#### Work request:
Pictures do not belong in the copy. Return all of the entries exactly.

[Entries taken from a collection]
[Start of Attachment]
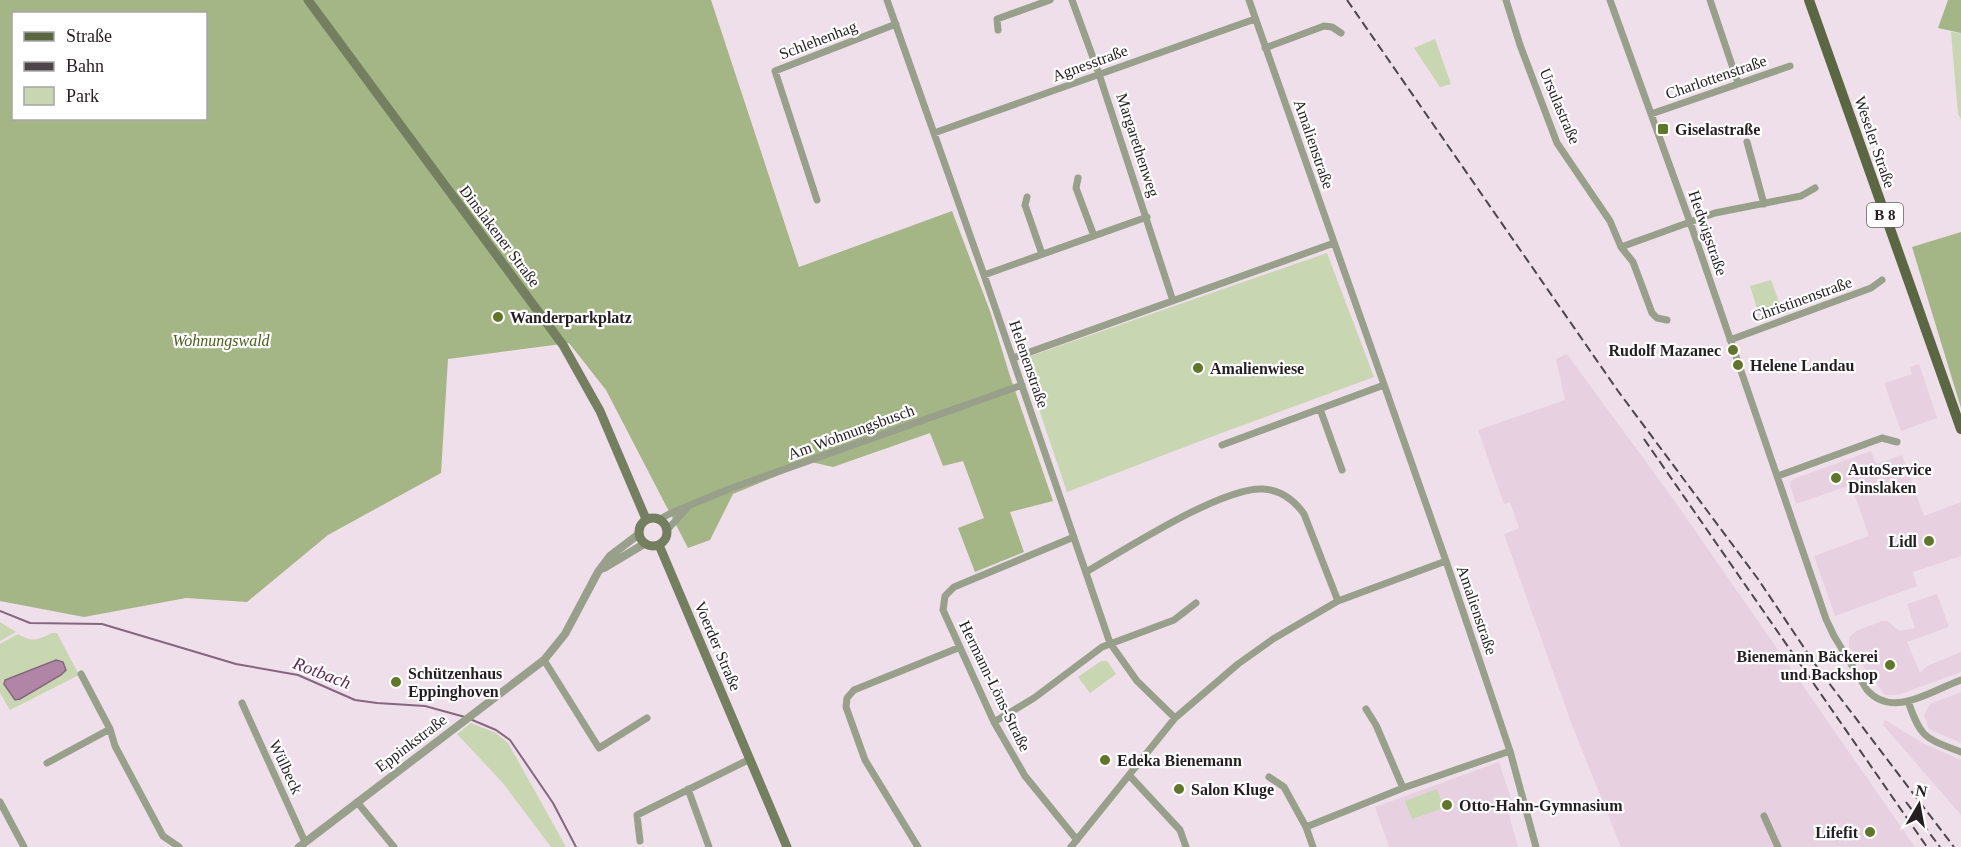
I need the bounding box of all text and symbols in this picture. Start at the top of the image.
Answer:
legend [12,12,207,120]
street label: Schlehenhag [777,17,860,64]
text: Straße [66,26,112,46]
street label: Agnesstraße [1050,41,1130,85]
street label: Charlottenstraße [1663,52,1769,102]
text: Bahn [66,56,104,76]
street label: Ursulastraße [1536,65,1584,147]
text: Park [66,86,99,106]
street label: Margarethenweg [1112,91,1163,199]
street label: Weseler Straße [1851,94,1899,190]
street label: Amalienstraße [1291,97,1337,191]
place label: Giselastraße [1675,121,1760,138]
marker: Giselastraße [1656,122,1670,136]
street label: Dinslakener Straße [456,182,544,290]
street label: Hedwigstraße [1685,188,1731,278]
road number: B 8 [1867,203,1903,227]
street label: Christinenstraße [1750,273,1854,325]
place label: Wanderparkplatz [510,309,632,327]
marker: Wanderparkplatz [491,310,505,324]
street label: Helenenstraße [1006,318,1052,410]
park label: Wohnungswald [172,332,271,350]
place label: Rudolf Mazanec [1609,342,1721,359]
marker: Rudolf Mazanec [1726,343,1740,357]
place label: Helene Landau [1750,357,1855,374]
marker: Helene Landau [1731,358,1745,372]
place label: Amalienwiese [1210,360,1304,377]
marker: Amalienwiese [1191,361,1205,375]
street label: Am Wohnungsbusch [786,401,917,464]
place label: AutoService Dinslaken [1848,461,1932,496]
marker: AutoService Dinslaken [1829,471,1843,485]
place label: Lidl [1889,533,1918,550]
marker: Lidl [1922,534,1936,548]
street label: Amalienstraße [1454,563,1500,657]
street label: Voerder Straße [692,599,744,693]
street label: Hermann-Löns-Straße [956,618,1034,754]
place label: Bienemann Bäckerei und Backshop [1737,648,1879,684]
water label: Rotbach [289,653,354,693]
marker: Bienemann Bäckerei und Backshop [1883,658,1897,672]
place label: Schützenhaus Eppinghoven [408,665,502,701]
marker: Schützenhaus Eppinghoven [389,675,403,689]
street label: Eppinkstraße [372,711,450,776]
street label: Wülbeck [266,737,306,797]
place label: Edeka Bienemann [1117,752,1242,769]
marker: Edeka Bienemann [1098,753,1112,767]
north arrow [1889,775,1949,835]
place label: Salon Kluge [1191,781,1274,799]
text: N [1914,781,1929,800]
marker: Salon Kluge [1172,782,1186,796]
place label: Otto-Hahn-Gymnasium [1459,797,1623,815]
marker: Otto-Hahn-Gymnasium [1440,798,1454,812]
place label: Lifefit [1815,824,1859,841]
marker: Lifefit [1863,825,1877,839]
[End of Attachment]
#### Expected answer:
I need the bounding box of all text and symbols in this picture. Start at the top of the image.
Answer:
legend [12,12,207,120]
street label: Schlehenhag [777,17,860,64]
text: Straße [66,26,112,46]
street label: Agnesstraße [1050,41,1130,85]
street label: Charlottenstraße [1663,52,1769,102]
text: Bahn [66,56,104,76]
street label: Ursulastraße [1536,65,1584,147]
text: Park [66,86,99,106]
street label: Margarethenweg [1112,91,1163,199]
street label: Weseler Straße [1851,94,1899,190]
street label: Amalienstraße [1291,97,1337,191]
place label: Giselastraße [1675,121,1760,138]
marker: Giselastraße [1656,122,1670,136]
street label: Dinslakener Straße [456,182,544,290]
street label: Hedwigstraße [1685,188,1731,278]
road number: B 8 [1867,203,1903,227]
street label: Christinenstraße [1750,273,1854,325]
place label: Wanderparkplatz [510,309,632,327]
marker: Wanderparkplatz [491,310,505,324]
street label: Helenenstraße [1006,318,1052,410]
park label: Wohnungswald [172,332,271,350]
place label: Rudolf Mazanec [1609,342,1721,359]
marker: Rudolf Mazanec [1726,343,1740,357]
place label: Helene Landau [1750,357,1855,374]
marker: Helene Landau [1731,358,1745,372]
place label: Amalienwiese [1210,360,1304,377]
marker: Amalienwiese [1191,361,1205,375]
street label: Am Wohnungsbusch [786,401,917,464]
place label: AutoService Dinslaken [1848,461,1932,496]
marker: AutoService Dinslaken [1829,471,1843,485]
place label: Lidl [1889,533,1918,550]
marker: Lidl [1922,534,1936,548]
street label: Amalienstraße [1454,563,1500,657]
street label: Voerder Straße [692,599,744,693]
street label: Hermann-Löns-Straße [956,618,1034,754]
place label: Bienemann Bäckerei und Backshop [1737,648,1879,684]
water label: Rotbach [289,653,354,693]
marker: Bienemann Bäckerei und Backshop [1883,658,1897,672]
place label: Schützenhaus Eppinghoven [408,665,502,701]
marker: Schützenhaus Eppinghoven [389,675,403,689]
street label: Eppinkstraße [372,711,450,776]
street label: Wülbeck [266,737,306,797]
place label: Edeka Bienemann [1117,752,1242,769]
marker: Edeka Bienemann [1098,753,1112,767]
north arrow [1889,775,1949,835]
place label: Salon Kluge [1191,781,1274,799]
text: N [1914,781,1929,800]
marker: Salon Kluge [1172,782,1186,796]
place label: Otto-Hahn-Gymnasium [1459,797,1623,815]
marker: Otto-Hahn-Gymnasium [1440,798,1454,812]
place label: Lifefit [1815,824,1859,841]
marker: Lifefit [1863,825,1877,839]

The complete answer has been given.